### WHAT YOU NEED TO DO
Copy the data exactly, line for line.

Dataset records:
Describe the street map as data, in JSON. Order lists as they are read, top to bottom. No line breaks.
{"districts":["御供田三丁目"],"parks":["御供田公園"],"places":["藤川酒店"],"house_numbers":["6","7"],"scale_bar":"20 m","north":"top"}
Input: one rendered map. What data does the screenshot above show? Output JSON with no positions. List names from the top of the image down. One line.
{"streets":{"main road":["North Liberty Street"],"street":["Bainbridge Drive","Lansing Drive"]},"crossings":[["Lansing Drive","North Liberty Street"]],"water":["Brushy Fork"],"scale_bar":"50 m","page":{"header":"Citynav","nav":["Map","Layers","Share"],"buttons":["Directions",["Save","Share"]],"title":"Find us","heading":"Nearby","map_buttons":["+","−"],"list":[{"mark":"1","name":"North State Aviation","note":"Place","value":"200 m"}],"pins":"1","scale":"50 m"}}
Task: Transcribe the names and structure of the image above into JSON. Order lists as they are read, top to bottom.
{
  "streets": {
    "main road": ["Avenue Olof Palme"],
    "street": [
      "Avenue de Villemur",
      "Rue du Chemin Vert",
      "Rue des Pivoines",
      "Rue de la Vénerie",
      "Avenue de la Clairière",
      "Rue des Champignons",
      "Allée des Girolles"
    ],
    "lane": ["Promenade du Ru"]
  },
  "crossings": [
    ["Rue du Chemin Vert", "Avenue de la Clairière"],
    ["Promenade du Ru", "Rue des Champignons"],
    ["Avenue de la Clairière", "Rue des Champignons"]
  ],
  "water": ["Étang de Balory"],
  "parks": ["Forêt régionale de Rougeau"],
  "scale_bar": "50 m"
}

### OUTPUT OF THE EXERCISE
Describe the street map as data, in JSON. Order lists as they are read, top to bottom. No line breaks.
{"districts":["御供田三丁目"],"parks":["御供田公園"],"places":["藤川酒店"],"house_numbers":["6","7"],"scale_bar":"20 m","north":"top"}
Input: one rendered map. What data does the screenshot above show? Output JSON with no positions. List names from the top of the image down. One line.
{"streets":{"main road":["North Liberty Street"],"street":["Bainbridge Drive","Lansing Drive"]},"crossings":[["Lansing Drive","North Liberty Street"]],"water":["Brushy Fork"],"scale_bar":"50 m","page":{"header":"Citynav","nav":["Map","Layers","Share"],"buttons":["Directions",["Save","Share"]],"title":"Find us","heading":"Nearby","map_buttons":["+","−"],"list":[{"mark":"1","name":"North State Aviation","note":"Place","value":"200 m"}],"pins":"1","scale":"50 m"}}
Task: Transcribe the names and structure of the image above into JSON. Order lists as they are read, top to bottom.
{
  "streets": {
    "main road": ["Avenue Olof Palme"],
    "street": [
      "Avenue de Villemur",
      "Rue du Chemin Vert",
      "Rue des Pivoines",
      "Rue de la Vénerie",
      "Avenue de la Clairière",
      "Rue des Champignons",
      "Allée des Girolles"
    ],
    "lane": ["Promenade du Ru"]
  },
  "crossings": [
    ["Rue du Chemin Vert", "Avenue de la Clairière"],
    ["Promenade du Ru", "Rue des Champignons"],
    ["Avenue de la Clairière", "Rue des Champignons"]
  ],
  "water": ["Étang de Balory"],
  "parks": ["Forêt régionale de Rougeau"],
  "scale_bar": "50 m"
}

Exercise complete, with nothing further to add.